Прасковья Пичугина, депутат Верховного Совета СССР

   Арест Королева санкционировал Рагинский – заместитель Генерального прокурора Вышинского. К великому сожалению Андрея Януарьевича, когда Ежова арестовали и трон Вышинского качнулся, Рагинским пришлось пожертвовать. Постановление на арест Королева писал Жуковский – это из ежовской «гвардии». Основания для ареста: показания Клейменова, Лангемака, Глушко – все трое называли Королева участником контрреволюционной троцкистской организации внутри РНИИ, «ставящей своей целью ослабление оборонной мощи в угоду фашизму». Следствие по делу нового «фашистского угодника» вели младшие лейтенанты, оперуполномоченные Быков и Шестаков.
   Фамилия Шестакова нам уже, как вы помните, встречалась: от «липил» Лангемака. На мой запрос в управление кадров КГБ пришел ответ с указанием адреса Михаила Николаевича – оказывается, жив-здоров. Я немедленно к нему поехал,
   Дверь отворил невысокий крепкий пожилой человек, с живыми карими глазами. На аккуратной голове его темные волосы резко, как словно бы это тонзура какого-нибудь монаха-иезуита, прерывались лысинкой чистого блеска. Михаилу Николаевичу шел 80-й год, но в движениях его не было ни старческой заторможенной немощи, ни мелкой прерывистой суетливости – спокойный, опрятный, сильный еще отставной полковник.
   Познакомились. Со всей возможной деликатностью сообщил я о цели моего визита, упирая главным образом на то, что меня более всего интересует поведение Королева во время допросов. Каким он был: подавленным или, напротив, агрессивным, молчаливым, словоохотливым, оживленным, угрюмым?
   – Какого Королева вы имеете в виду? – спросил в свою очередь Шестаков, глядя мне в глаза честным, прямым взглядом.
   – Сергея Павловича. Из РНИИ. Впоследствии – Главного конструктора ракетно-космической техники...
   – Не помню... Решительно не помню.
   – Но ведь Королев сам называет вас своим следователем в письме к Сталину. Согласитесь, вряд ли, находясь в тюрьме, он рискнул бы писать неправду товарищу Сталину.
   – Удивительно. Здесь какая-то ошибка...
   – Но и в письме к вашему непосредственному шефу – Лаврентию Павловичу Берия Королев тоже называет вашу фамилию. Берия хорошо знал своих сотрудников, и, если бы это была неправда, он мог легко изобличить автора письма.

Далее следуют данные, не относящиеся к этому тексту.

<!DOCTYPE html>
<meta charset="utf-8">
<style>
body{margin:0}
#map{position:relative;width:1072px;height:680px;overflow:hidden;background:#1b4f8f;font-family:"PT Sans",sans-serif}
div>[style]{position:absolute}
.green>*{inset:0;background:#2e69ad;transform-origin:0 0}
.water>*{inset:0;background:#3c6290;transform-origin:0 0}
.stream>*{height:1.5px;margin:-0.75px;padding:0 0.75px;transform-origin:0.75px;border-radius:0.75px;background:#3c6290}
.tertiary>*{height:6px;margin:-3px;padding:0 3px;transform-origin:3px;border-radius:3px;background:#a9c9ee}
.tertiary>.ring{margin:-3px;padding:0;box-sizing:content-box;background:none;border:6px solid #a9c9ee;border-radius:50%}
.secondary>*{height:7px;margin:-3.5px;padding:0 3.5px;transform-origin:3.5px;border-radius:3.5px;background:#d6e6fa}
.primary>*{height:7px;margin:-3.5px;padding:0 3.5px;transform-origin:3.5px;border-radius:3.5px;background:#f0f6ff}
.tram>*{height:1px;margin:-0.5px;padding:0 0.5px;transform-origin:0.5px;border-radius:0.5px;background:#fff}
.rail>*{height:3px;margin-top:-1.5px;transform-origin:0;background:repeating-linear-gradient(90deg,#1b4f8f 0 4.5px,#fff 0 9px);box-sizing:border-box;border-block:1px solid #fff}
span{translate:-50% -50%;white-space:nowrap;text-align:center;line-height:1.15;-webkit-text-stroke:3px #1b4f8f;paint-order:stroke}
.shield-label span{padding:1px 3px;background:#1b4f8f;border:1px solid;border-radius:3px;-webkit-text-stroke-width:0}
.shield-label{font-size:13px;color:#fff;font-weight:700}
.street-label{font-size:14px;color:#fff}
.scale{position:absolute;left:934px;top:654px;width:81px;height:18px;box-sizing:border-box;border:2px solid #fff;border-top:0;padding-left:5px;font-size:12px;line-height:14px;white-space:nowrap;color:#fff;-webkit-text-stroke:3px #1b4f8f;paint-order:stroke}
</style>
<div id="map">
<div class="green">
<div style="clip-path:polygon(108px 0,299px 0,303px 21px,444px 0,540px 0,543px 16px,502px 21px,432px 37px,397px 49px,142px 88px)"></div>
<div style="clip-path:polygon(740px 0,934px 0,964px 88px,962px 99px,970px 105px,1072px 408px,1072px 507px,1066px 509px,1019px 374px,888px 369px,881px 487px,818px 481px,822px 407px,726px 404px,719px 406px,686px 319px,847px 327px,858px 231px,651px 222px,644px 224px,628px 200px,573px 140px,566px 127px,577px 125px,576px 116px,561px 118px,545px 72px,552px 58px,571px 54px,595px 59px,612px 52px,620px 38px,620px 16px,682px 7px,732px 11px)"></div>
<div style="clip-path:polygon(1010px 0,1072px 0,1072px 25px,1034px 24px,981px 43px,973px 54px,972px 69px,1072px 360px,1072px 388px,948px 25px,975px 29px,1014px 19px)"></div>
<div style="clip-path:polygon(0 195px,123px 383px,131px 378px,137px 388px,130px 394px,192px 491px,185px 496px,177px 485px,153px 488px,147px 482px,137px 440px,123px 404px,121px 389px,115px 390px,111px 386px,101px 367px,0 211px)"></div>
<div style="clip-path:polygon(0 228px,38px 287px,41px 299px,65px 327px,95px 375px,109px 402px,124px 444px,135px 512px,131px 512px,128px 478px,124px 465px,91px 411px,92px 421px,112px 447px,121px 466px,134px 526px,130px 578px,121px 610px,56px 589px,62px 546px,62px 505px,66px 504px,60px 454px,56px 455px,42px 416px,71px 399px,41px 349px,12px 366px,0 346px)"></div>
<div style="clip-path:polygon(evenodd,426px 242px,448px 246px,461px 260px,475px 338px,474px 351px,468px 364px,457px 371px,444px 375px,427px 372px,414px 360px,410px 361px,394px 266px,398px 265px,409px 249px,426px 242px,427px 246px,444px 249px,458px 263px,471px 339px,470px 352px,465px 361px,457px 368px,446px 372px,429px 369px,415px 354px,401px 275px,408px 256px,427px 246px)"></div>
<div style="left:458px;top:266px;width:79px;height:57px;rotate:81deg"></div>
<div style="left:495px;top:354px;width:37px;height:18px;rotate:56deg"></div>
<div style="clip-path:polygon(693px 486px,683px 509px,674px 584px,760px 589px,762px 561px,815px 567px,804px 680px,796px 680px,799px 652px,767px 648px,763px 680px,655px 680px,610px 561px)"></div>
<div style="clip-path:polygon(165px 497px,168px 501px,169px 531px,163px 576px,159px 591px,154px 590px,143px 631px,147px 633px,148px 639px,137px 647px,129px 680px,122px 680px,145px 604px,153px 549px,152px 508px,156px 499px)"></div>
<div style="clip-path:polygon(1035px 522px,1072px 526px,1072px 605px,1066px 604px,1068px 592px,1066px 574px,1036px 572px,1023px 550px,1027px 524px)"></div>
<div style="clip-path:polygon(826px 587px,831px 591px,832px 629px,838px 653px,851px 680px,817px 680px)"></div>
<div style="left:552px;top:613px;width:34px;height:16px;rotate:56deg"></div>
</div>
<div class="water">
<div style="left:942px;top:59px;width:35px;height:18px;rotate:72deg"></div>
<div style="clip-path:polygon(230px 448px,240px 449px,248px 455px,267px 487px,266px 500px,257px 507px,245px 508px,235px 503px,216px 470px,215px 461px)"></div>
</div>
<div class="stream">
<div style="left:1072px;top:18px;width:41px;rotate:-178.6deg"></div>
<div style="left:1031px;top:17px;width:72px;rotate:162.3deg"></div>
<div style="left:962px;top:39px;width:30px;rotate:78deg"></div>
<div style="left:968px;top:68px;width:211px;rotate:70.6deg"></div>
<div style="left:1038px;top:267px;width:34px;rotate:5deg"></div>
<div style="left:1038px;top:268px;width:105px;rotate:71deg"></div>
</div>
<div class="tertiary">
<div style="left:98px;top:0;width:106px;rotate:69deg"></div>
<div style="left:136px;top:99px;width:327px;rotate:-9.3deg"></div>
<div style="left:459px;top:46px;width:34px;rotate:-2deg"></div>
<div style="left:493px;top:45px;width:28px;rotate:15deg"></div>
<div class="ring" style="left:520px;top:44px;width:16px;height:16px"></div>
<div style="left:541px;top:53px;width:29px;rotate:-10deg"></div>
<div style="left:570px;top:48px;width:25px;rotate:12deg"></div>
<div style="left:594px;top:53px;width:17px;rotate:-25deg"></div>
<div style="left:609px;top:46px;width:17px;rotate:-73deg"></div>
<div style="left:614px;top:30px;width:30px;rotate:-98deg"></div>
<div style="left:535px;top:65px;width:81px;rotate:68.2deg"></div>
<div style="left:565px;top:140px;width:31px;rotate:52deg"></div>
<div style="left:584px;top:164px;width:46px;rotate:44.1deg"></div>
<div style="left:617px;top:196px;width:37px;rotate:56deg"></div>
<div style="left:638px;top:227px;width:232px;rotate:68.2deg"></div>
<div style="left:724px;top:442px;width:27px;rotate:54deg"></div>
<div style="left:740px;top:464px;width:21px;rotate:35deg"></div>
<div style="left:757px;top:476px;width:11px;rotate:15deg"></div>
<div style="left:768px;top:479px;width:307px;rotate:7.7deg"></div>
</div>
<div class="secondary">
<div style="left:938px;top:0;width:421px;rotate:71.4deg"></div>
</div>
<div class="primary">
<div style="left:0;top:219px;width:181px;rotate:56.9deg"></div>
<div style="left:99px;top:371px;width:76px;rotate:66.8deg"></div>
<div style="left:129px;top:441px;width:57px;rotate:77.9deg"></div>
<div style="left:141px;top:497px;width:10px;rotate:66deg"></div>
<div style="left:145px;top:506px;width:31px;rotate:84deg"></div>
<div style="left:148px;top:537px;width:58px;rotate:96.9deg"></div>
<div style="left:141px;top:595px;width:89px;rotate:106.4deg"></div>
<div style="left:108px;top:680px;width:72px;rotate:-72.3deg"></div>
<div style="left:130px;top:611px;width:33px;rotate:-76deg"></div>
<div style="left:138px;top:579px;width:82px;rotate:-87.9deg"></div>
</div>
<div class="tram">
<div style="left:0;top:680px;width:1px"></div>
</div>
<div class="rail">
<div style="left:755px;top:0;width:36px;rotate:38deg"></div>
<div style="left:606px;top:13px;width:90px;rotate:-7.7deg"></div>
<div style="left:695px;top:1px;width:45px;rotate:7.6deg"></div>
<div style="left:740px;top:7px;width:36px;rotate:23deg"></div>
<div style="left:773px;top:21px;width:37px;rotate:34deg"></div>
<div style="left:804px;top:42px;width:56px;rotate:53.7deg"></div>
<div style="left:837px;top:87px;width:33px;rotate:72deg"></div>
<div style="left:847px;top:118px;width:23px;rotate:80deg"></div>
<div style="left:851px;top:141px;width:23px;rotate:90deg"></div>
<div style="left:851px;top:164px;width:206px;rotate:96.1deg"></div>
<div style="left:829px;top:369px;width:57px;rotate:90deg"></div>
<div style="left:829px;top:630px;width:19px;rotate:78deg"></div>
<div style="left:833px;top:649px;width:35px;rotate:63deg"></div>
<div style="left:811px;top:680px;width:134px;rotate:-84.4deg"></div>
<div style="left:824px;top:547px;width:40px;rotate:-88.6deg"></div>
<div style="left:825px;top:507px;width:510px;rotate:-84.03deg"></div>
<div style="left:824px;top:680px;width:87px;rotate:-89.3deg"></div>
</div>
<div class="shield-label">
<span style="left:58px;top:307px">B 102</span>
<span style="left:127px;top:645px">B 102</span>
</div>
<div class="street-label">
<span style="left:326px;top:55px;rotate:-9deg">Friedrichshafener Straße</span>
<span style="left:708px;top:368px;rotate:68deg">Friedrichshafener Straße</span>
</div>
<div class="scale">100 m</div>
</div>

   – Но я не помню Королева!
   И вдруг страшная мысль в этот момент пришла мне в голову: а может быть, Шестаков говорит правду? Может быть, он действительно не помнит Королева? Может быть, раскрыв в январе 1966 года «Правду» и увидев портрет академика в траурной рамке, он не нашел знакомых черт? Но ведь это было бы страшнее ложных отпирательств! Я помню всех людей, кому я давал пощечину, даже мальчишек в школе. Существует только одно объяснение тому, что Шестаков забыл человека, которого он избивал (а что, как не побои, имелось в виду под термином «физические репрессии» в письме Королева к Сталину и Берия?): таких людей было много! Их было так много, что все их окровавленные лица превратились в памяти его в какой-то неразделимый мокрый красный ком. Эта страшная работа была столь ординарна для него, неинтересна, а главное – длилась так долго, что требовать, чтобы он запомнил свои жертвы, так же нелепо, как требовать от кассирши универмага, чтобы она запомнила лица всех своих покупателей.
   – Да я вообще не занимался следствием, – продолжал тем временем Шестаков, – я был на оперативной работе.
   – А в чем она заключалась?
   – Ну, это уже наши профессиональные дела...
   – Михаил Николаевич, но если вы не занимались следствием, зачем же вас в 1955 году вызывали в Главную военную прокуратуру, где состоялся разговор малоприятный, помните? Дело Лангемака...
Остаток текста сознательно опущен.